- **Task goal**
Look through the data below. Collect every line where the word "linejoin" occurs.

•••

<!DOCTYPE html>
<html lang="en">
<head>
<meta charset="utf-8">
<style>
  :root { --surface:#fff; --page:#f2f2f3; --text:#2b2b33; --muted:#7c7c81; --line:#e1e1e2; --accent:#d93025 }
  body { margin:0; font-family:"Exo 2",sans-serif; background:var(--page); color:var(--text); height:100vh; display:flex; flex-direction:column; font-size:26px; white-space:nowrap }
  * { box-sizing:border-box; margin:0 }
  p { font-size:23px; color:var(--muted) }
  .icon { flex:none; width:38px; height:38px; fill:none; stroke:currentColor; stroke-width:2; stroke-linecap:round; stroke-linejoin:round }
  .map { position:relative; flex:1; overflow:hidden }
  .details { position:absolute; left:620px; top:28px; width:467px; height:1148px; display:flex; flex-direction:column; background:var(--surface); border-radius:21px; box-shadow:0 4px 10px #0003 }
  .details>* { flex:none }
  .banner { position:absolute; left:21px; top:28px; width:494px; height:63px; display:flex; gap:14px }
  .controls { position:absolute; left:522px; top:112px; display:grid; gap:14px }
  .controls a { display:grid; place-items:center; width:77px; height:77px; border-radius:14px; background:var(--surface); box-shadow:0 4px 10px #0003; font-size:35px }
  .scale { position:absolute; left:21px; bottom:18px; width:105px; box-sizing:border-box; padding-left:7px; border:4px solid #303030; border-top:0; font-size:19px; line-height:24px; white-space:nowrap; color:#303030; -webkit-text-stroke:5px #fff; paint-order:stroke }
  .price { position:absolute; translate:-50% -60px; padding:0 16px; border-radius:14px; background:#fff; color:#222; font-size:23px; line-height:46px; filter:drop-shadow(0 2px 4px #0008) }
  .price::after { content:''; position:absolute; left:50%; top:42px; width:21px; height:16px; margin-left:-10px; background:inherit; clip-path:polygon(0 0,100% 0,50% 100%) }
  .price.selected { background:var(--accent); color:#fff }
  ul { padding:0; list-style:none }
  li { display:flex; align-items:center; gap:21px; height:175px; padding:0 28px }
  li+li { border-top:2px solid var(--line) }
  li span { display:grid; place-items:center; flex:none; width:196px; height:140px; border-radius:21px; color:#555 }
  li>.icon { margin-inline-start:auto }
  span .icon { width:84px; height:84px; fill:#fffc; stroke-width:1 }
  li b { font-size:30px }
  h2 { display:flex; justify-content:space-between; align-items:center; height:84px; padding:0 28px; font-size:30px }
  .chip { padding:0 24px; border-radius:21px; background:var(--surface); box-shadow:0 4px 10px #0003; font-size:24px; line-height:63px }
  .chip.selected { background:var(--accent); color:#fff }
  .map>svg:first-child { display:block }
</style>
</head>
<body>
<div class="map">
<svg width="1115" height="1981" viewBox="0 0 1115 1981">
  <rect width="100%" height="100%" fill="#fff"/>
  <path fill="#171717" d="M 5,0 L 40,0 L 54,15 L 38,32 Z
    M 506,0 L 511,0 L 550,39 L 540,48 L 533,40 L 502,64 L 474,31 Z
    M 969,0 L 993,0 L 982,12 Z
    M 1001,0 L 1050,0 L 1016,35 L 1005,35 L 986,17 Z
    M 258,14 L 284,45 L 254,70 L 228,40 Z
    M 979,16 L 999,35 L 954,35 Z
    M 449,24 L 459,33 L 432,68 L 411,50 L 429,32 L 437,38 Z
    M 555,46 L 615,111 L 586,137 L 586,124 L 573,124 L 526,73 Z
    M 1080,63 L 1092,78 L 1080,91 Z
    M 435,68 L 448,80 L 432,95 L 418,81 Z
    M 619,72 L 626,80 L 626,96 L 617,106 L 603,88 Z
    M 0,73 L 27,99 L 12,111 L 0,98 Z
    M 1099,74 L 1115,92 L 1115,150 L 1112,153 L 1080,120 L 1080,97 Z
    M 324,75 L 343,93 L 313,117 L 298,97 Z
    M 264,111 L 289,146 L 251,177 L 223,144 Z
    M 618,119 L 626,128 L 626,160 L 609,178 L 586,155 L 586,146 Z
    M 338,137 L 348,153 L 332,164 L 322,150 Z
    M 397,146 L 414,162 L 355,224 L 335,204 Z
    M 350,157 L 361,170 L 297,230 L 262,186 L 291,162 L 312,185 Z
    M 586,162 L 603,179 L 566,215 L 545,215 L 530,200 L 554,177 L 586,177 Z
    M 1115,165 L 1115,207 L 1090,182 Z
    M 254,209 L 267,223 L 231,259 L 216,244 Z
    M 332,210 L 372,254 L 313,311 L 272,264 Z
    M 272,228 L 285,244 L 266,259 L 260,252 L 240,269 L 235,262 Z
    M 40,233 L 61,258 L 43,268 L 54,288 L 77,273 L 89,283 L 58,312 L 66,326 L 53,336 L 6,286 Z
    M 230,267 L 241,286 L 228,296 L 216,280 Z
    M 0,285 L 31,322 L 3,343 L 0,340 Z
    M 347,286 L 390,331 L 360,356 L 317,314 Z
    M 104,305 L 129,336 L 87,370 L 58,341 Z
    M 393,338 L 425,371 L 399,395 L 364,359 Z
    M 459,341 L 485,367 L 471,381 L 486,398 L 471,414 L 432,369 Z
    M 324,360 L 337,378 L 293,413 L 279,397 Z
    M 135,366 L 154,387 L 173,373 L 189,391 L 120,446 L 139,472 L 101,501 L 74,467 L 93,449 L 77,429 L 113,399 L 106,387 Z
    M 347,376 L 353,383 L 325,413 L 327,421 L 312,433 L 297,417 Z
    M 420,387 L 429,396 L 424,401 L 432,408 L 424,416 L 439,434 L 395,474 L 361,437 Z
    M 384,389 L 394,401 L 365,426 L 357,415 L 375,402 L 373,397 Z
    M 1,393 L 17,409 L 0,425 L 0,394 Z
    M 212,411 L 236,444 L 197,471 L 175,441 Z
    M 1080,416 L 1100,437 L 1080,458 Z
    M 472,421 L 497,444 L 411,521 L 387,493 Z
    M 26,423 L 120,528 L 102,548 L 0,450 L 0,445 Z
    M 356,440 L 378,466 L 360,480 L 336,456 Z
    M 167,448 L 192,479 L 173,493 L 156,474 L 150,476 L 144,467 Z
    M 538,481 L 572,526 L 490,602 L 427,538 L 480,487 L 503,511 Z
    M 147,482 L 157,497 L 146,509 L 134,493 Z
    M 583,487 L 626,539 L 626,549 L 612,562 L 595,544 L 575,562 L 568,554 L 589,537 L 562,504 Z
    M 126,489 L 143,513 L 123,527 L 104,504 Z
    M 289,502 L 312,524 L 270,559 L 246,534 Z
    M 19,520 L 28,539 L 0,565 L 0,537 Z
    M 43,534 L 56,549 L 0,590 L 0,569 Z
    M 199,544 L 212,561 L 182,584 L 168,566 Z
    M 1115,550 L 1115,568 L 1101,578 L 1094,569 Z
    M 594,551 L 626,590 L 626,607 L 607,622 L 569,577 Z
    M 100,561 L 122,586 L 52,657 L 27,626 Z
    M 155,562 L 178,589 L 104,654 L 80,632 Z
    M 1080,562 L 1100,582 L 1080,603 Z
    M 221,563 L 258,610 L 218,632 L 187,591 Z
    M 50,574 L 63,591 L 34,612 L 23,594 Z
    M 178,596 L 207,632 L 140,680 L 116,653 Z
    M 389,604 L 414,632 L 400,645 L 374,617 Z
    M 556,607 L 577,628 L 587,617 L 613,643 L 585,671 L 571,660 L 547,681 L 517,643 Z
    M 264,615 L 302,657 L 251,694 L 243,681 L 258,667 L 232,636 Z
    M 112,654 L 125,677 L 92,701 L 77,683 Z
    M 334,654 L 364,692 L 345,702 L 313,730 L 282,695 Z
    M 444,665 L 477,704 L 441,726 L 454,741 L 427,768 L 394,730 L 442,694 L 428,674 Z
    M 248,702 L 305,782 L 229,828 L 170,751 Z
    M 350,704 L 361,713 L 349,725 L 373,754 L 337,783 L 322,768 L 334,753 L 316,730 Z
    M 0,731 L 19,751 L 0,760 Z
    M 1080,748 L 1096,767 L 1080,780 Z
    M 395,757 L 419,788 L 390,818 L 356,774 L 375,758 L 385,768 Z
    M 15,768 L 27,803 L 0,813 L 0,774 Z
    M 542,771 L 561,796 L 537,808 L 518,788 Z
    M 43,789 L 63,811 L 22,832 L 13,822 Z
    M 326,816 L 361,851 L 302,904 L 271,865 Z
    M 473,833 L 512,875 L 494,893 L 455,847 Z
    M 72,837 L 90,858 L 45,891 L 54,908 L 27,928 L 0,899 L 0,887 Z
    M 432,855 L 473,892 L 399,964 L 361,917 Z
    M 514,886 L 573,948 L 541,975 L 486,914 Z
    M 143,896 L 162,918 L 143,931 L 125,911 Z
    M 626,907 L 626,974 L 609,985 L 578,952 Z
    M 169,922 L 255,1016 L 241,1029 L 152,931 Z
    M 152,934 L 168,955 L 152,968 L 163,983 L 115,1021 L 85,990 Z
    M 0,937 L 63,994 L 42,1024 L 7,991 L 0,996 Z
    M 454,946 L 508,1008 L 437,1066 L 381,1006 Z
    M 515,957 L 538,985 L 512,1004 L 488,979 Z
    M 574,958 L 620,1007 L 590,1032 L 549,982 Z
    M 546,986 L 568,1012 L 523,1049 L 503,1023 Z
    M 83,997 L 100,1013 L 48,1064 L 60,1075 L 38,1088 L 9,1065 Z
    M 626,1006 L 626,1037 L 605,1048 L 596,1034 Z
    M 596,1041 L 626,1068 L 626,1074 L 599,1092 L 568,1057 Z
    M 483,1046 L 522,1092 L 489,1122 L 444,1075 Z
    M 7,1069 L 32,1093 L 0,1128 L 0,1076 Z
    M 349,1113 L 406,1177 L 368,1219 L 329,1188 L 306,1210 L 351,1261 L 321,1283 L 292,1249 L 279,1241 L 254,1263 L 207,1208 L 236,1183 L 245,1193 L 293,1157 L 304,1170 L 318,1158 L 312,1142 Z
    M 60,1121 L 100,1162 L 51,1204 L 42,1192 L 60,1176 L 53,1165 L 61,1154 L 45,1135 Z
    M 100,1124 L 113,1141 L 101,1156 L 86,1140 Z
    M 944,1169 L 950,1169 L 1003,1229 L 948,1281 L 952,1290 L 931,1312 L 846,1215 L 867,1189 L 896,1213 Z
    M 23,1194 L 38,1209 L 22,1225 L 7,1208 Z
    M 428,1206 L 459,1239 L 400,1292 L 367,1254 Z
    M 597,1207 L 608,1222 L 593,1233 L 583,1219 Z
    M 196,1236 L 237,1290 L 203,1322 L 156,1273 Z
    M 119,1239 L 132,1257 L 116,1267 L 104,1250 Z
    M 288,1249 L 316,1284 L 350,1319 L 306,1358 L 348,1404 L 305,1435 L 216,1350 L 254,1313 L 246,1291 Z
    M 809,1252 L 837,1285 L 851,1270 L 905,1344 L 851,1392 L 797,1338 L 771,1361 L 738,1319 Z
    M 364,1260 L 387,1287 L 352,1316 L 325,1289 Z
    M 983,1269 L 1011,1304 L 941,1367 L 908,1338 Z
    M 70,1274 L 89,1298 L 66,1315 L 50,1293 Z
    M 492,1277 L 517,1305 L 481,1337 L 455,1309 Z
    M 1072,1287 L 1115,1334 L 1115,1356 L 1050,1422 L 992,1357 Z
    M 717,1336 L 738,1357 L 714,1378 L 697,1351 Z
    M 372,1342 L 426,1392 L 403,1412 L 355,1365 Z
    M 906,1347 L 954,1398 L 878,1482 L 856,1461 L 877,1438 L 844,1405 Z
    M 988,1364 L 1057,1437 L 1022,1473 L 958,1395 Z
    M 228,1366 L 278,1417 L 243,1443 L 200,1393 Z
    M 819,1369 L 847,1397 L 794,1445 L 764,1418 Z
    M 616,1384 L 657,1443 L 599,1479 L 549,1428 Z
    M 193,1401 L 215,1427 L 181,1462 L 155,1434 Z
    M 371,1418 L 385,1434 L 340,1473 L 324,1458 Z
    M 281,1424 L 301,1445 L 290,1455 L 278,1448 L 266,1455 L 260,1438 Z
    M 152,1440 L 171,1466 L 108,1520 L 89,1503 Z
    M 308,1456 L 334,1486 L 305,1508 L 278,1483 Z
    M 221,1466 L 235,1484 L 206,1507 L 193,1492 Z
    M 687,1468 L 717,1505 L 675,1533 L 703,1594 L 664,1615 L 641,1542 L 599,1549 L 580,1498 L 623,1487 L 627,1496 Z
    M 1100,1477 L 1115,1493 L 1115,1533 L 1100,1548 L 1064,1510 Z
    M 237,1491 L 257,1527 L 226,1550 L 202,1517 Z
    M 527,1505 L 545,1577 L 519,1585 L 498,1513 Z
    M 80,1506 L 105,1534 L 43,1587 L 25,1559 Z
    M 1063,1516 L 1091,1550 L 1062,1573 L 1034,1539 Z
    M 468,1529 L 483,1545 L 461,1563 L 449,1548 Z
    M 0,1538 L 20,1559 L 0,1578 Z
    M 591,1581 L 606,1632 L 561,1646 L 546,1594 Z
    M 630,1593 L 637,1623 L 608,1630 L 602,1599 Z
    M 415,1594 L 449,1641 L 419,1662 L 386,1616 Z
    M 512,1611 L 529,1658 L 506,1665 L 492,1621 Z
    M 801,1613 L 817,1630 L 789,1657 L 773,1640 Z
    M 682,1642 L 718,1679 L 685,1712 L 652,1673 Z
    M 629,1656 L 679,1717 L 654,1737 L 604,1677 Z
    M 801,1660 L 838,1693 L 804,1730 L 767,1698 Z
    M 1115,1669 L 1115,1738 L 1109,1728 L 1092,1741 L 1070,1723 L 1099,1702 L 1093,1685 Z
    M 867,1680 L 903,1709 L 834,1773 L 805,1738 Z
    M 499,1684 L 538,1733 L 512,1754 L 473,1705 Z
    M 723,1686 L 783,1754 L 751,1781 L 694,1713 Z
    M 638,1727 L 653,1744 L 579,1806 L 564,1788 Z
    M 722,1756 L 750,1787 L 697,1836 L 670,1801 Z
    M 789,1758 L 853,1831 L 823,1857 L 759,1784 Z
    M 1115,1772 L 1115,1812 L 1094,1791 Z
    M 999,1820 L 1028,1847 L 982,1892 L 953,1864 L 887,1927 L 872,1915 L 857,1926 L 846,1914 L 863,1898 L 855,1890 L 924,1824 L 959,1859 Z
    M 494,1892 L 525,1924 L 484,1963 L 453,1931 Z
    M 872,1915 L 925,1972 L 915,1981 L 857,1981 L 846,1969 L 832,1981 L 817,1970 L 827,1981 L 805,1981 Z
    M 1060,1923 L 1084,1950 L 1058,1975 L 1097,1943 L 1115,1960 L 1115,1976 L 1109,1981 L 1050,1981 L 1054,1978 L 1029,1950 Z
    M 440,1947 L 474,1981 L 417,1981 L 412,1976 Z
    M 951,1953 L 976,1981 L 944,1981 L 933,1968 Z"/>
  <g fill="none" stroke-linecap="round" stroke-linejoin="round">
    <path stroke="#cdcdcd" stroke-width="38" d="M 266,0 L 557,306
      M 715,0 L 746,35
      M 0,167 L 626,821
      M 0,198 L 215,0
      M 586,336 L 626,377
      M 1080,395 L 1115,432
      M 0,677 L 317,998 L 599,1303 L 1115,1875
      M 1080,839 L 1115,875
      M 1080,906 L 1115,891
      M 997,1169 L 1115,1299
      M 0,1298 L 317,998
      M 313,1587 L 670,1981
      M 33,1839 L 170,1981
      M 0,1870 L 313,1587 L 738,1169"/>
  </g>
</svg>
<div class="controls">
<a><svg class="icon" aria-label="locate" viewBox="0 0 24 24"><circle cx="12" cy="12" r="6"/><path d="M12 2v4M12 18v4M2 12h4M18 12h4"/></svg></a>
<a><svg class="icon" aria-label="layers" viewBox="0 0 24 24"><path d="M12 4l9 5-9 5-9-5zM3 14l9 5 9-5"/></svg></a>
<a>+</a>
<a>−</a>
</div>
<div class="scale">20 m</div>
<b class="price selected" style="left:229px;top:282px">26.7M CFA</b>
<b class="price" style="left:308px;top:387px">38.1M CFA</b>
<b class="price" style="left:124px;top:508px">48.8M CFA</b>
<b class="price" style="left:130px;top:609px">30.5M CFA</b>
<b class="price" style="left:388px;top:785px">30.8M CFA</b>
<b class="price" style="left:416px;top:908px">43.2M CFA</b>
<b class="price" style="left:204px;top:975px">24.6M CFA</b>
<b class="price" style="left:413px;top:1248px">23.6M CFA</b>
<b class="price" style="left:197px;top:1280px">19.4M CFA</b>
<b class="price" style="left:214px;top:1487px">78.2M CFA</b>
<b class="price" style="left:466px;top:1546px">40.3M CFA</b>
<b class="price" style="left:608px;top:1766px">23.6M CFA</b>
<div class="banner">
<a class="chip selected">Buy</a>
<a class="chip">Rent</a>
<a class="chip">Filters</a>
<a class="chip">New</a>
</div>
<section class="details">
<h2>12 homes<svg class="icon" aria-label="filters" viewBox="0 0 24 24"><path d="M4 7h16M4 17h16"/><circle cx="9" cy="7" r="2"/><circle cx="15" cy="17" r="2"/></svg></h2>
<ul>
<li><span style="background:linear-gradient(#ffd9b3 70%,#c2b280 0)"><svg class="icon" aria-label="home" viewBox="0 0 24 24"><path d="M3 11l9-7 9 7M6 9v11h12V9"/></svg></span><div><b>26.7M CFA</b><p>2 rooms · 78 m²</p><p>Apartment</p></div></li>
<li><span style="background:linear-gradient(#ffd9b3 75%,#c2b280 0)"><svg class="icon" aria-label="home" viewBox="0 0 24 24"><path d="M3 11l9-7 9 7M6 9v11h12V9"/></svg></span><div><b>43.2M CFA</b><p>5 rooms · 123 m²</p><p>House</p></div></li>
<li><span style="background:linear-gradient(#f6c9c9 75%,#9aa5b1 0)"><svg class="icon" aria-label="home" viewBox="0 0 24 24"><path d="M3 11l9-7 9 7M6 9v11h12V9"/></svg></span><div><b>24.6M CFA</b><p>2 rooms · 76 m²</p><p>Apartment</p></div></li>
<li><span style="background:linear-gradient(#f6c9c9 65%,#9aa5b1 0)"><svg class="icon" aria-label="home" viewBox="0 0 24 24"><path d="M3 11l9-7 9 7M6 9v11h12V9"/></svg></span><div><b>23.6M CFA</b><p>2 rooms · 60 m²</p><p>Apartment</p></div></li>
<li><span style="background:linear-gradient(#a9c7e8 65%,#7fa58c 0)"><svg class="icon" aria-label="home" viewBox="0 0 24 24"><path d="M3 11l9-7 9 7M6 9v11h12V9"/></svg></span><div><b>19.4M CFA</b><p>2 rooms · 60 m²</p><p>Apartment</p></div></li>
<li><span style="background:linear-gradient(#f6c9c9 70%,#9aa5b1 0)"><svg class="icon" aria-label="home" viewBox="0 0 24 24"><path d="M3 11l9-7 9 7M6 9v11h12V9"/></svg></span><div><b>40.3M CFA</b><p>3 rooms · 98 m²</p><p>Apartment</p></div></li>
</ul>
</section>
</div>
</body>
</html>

•••

- **Expected output**
  .icon { flex:none; width:38px; height:38px; fill:none; stroke:currentColor; stroke-width:2; stroke-linecap:round; stroke-linejoin:round }
  <g fill="none" stroke-linecap="round" stroke-linejoin="round">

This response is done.